## TASK BRIEF:
How do the lines below between the ones holding "<b>17:15</b>" and "4h4l2 5-3 2q2", inclusive, read? Give them again exactly, with no other lines.

==============================

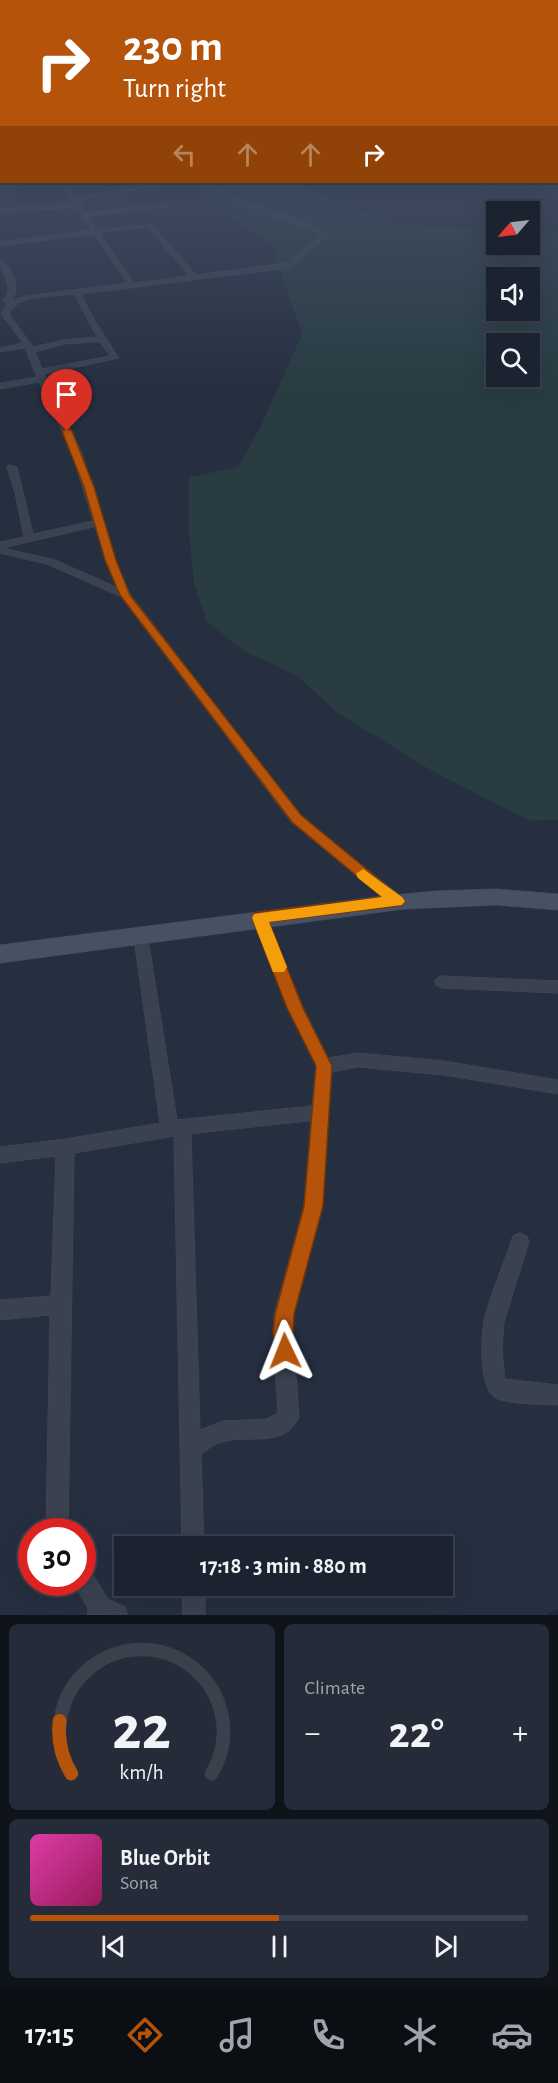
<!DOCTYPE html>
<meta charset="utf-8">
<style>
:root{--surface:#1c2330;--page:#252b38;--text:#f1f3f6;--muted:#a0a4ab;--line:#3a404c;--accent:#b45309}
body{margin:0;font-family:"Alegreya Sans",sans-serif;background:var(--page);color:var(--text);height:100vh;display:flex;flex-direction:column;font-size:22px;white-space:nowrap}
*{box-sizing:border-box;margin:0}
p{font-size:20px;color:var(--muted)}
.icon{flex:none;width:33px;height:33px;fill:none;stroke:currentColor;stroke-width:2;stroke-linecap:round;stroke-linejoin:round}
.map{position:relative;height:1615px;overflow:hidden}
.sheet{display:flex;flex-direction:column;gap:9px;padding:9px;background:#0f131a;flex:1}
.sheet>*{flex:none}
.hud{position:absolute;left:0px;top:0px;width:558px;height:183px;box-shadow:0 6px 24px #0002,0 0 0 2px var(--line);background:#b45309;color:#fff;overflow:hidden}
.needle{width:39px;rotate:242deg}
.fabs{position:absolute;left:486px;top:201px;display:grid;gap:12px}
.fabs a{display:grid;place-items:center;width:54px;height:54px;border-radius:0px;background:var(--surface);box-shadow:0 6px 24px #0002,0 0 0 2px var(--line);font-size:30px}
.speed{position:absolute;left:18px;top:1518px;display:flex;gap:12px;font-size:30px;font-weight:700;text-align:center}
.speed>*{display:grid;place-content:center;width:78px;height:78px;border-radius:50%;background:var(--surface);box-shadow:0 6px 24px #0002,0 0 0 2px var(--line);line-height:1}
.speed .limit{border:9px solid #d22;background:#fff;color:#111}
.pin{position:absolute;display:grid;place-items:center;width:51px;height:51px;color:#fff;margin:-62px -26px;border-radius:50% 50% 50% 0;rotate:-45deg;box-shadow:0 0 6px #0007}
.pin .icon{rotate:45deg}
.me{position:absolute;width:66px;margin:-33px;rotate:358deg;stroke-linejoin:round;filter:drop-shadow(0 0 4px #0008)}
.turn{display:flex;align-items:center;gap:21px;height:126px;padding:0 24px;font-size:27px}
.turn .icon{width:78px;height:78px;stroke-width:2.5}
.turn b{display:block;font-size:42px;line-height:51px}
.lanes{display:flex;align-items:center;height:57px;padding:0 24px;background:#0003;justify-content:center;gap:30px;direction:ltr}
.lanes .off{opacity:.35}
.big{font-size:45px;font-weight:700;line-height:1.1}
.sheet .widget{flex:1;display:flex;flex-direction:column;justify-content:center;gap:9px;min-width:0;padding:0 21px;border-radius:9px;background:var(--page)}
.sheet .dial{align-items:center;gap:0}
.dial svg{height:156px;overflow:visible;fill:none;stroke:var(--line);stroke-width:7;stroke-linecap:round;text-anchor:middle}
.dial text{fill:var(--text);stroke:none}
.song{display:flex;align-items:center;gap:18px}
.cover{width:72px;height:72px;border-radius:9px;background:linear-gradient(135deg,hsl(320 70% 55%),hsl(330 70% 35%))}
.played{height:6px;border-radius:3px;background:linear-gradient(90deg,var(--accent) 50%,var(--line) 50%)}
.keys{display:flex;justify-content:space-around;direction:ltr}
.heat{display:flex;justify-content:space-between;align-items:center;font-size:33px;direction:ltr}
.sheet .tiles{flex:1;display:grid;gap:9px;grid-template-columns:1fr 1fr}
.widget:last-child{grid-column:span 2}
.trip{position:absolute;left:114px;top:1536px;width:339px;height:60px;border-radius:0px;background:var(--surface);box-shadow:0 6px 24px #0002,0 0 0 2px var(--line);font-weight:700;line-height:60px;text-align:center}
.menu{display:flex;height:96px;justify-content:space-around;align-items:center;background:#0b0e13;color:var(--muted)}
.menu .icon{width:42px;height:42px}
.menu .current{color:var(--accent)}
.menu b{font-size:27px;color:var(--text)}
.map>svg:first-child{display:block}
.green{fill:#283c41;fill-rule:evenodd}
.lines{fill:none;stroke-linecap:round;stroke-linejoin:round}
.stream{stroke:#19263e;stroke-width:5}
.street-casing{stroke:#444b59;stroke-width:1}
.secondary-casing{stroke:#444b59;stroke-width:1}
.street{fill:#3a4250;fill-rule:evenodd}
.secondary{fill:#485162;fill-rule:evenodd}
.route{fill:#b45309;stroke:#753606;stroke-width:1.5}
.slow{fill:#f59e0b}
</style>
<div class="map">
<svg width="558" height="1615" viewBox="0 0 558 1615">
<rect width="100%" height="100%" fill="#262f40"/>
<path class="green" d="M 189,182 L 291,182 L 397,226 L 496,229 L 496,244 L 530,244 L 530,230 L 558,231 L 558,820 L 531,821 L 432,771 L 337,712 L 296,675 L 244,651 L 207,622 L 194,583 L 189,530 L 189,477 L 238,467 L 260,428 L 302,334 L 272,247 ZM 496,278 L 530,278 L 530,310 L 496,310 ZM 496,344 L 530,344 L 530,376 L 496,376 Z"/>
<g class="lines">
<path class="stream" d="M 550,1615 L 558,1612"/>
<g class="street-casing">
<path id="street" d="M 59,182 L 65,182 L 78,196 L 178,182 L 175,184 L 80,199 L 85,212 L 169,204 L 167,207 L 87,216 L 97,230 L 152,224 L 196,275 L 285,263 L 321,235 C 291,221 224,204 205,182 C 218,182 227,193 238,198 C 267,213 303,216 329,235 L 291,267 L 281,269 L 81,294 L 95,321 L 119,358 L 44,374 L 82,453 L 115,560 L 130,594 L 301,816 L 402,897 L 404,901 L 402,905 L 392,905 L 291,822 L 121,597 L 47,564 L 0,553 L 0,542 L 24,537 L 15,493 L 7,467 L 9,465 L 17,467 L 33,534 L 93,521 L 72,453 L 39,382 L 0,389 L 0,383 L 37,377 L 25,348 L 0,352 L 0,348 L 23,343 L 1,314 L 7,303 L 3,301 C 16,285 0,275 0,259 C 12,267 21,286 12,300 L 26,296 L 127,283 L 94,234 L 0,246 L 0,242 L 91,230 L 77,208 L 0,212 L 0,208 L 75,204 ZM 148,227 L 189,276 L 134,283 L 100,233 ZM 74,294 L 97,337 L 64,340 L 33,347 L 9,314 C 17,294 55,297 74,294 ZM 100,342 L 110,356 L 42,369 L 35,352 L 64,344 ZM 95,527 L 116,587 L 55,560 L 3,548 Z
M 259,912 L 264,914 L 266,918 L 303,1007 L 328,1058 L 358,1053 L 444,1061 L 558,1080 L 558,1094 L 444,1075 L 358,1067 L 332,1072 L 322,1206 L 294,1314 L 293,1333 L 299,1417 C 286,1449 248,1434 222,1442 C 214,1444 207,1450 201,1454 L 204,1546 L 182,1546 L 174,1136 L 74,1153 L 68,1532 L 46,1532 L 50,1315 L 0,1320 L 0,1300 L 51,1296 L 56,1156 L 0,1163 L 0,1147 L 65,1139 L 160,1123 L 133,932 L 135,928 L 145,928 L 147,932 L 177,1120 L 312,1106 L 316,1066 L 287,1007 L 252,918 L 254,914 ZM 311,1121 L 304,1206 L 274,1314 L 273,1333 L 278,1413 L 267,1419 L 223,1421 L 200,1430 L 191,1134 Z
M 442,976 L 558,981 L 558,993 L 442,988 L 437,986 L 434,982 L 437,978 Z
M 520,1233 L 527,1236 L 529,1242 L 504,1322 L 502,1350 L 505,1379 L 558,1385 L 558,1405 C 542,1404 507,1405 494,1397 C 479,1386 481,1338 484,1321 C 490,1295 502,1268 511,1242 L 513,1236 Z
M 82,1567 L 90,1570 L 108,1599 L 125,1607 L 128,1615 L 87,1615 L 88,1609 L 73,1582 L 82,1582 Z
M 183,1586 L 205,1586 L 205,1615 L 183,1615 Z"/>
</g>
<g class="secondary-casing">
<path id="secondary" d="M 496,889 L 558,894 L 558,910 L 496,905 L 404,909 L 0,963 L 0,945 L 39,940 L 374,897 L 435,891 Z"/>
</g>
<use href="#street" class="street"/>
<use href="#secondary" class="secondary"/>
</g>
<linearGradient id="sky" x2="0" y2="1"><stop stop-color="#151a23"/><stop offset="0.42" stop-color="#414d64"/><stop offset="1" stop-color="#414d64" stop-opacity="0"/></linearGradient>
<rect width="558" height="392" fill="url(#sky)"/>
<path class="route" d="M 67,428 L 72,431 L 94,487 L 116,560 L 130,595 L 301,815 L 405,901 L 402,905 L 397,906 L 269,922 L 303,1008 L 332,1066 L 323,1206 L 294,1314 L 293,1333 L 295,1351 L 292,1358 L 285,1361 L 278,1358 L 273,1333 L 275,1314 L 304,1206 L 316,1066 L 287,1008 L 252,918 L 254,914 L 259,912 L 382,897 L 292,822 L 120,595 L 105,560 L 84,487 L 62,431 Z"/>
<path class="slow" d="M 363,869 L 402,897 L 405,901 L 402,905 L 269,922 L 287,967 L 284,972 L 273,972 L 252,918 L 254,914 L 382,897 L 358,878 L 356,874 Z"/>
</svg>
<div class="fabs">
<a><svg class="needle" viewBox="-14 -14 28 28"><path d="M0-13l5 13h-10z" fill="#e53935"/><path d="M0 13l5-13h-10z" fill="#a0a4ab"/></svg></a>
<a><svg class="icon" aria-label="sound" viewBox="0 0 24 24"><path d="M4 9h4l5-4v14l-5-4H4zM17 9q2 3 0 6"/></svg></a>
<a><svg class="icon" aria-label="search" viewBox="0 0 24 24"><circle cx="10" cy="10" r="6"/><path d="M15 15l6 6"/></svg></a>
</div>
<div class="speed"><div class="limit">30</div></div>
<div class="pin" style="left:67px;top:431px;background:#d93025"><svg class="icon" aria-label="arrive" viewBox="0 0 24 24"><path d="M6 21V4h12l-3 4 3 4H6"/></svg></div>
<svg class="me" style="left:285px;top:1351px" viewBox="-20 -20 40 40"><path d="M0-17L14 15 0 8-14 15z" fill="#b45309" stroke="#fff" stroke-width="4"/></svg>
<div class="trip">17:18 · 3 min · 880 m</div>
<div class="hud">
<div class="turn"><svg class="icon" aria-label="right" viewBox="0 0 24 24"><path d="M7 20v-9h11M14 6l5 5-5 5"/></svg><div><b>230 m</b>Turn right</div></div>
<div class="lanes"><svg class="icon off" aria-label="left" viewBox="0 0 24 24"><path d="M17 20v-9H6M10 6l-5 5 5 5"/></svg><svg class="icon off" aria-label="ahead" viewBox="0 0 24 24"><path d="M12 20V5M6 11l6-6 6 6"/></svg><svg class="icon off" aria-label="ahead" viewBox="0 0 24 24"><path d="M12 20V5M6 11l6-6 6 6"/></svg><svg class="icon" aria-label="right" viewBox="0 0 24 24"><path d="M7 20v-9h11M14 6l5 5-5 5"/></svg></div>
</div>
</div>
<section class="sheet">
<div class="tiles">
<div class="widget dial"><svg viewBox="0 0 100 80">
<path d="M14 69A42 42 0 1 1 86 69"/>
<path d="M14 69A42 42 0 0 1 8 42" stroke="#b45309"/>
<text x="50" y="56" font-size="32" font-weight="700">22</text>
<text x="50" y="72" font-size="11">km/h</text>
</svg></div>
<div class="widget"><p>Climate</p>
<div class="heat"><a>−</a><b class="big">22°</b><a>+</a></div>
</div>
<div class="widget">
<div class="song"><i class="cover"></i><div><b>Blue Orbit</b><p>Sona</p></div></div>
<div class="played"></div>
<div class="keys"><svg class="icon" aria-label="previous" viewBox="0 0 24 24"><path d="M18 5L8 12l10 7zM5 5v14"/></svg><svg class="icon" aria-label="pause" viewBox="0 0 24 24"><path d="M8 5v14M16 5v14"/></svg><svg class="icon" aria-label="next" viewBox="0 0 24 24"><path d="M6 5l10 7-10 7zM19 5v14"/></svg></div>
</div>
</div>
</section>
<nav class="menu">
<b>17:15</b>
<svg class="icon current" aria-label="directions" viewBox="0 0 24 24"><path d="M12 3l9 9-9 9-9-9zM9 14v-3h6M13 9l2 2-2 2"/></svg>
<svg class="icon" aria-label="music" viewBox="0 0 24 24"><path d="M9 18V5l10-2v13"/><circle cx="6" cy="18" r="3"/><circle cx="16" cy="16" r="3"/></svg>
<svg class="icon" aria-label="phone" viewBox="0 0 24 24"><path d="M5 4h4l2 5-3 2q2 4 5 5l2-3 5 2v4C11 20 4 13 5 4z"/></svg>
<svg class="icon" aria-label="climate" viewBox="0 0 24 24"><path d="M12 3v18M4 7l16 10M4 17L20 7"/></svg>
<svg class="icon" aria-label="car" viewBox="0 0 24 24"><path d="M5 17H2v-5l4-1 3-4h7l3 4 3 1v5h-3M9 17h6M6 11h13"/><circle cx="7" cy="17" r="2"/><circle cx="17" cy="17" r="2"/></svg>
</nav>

==============================

## REPLY TO THE TASK:
<b>17:15</b>
<svg class="icon current" aria-label="directions" viewBox="0 0 24 24"><path d="M12 3l9 9-9 9-9-9zM9 14v-3h6M13 9l2 2-2 2"/></svg>
<svg class="icon" aria-label="music" viewBox="0 0 24 24"><path d="M9 18V5l10-2v13"/><circle cx="6" cy="18" r="3"/><circle cx="16" cy="16" r="3"/></svg>
<svg class="icon" aria-label="phone" viewBox="0 0 24 24"><path d="M5 4h4l2 5-3 2q2 4 5 5l2-3 5 2v4C11 20 4 13 5 4z"/></svg>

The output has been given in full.